Write well. Write often. Edit wisely.
I was recently approached by someone close to me about her work in progress. Great, I can’t wait to see what you’ve been working on and where you are with it.
She admitted it was a big step, asking me to look at her work. To critique her work. To point out the problem areas.
Her words got me thinking. Was it really that hard to submit a manuscript to an editor? I know I’m not an ogre. I’m guessing most other editors aren’t either.
So what I want to stress here is that editors are on your side. Just as you do, they want your work to be the best possible. When a manuscript leaves the editor’s hands, he expects to have done his best to make it worthy of a read by an agent or publishing house.
He wants to please his client and polish the manuscript, difficult tasks to accomplish at the same time when most of what the editor points out are areas needing improvement. With the wrong approach, corrections and suggestions could come across to the writer as the editor believing there’s nothing good in the story.
Yet that shouldn’t be the effect or result of edits.
Instead, edits should strengthen the work and definitely not cause the writer to second-guess his career.
I see editing as a highly encouraging endeavor. You’ve done this here, see how it sings? Why not do something similar in tone with this section or scene? Keep those threads tied tightly throughout the story—keep it cohesive.
Look again at your main character’s word choices. What words or patterns of speech reveal him? What words can be changed to reveal character or motivation, rather than using word choices that would fit any story about any character in any setting?
An editor doesn’t have the same investment in a work as the writer does, of course, but he does have an investment. His goal is to offer suggestions that will strengthen the narrative, that will deepen character, that will improve pacing. His purpose isn’t to make the writer feel bad but to feel encouraged about what he’s created.
Here’s a manuscript, a story, worthy to be worked on. Here’s a project worth a second and a third glance. Here’s a story with promise.
Can I put you at ease about submitting to a freelance editor? He or she is on your side. She wants to serve the project to the best of her skills.
Find an editor you can work with, someone who’ll challenge you.
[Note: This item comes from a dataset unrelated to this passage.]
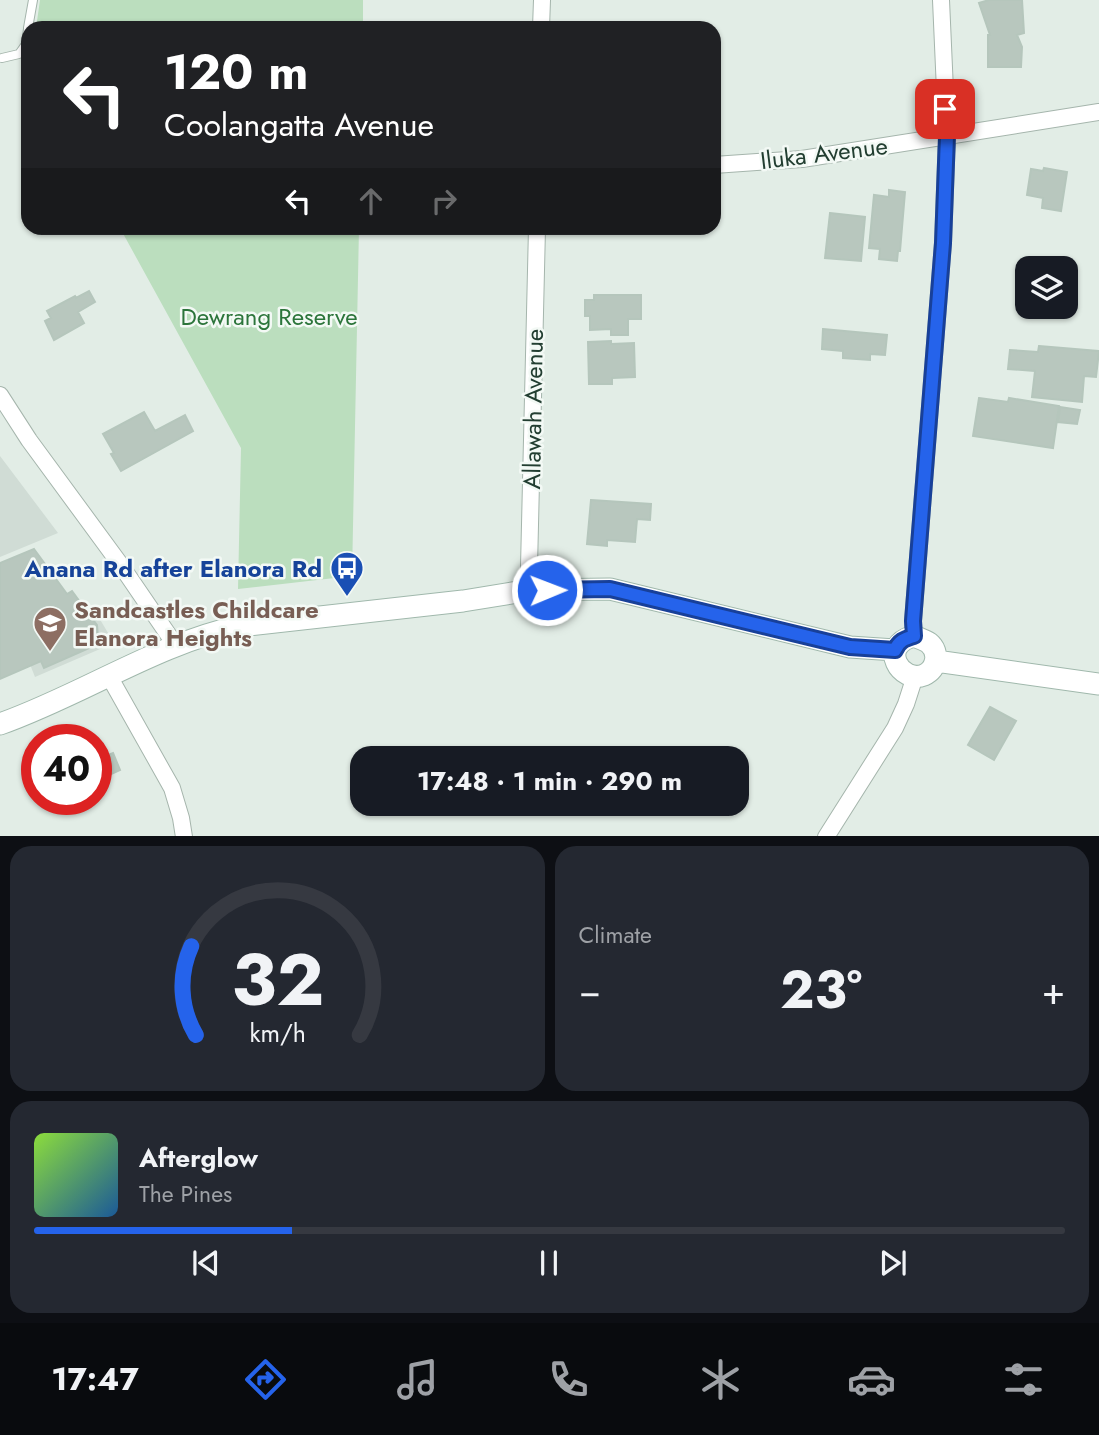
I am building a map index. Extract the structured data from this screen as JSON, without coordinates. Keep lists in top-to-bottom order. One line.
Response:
{"streets":{"street":["Iluka Avenue","Allawah Avenue"]},"parks":["Dewrang Reserve"],"places":{"bus stop":["Anana Rd after Elanora Rd"],"school or university":["Sandcastles Childcare Elanora Heights"]},"page":{"turn":["120 m","Coolangatta Avenue"],"limit":"40","trip":"17:48 · 1 min · 290 m","tile":"Climate","heat":["−","23°","+"],"song":["Afterglow","The Pines"],"tabs":"17:47","gauge":["32","km/h"]}}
Someone who’ll offer suggestions that work with your vision and your goals. But don’t settle for an editor who agrees with you on every point. There’s no reason to engage an editor only to have him remain silent when he should speak out.
Listen to your editor’s suggestions. Give those suggestions a chance. And then follow them, adjust them, or pass on them. Stand your ground on an issue when you need to. But take advice when that advice will serve the story.
Take a chance every once in a while and try something your editor suggests, even when it seems odd. You never know when one small suggestion may lead to a story breakthrough.
Know your vision; but know also that vision can be expanded.
Find an editor you can trust. Then trust that he’ll offer good advice.
Your editor wants you to succeed. He wants your story to be successful. He is on your side.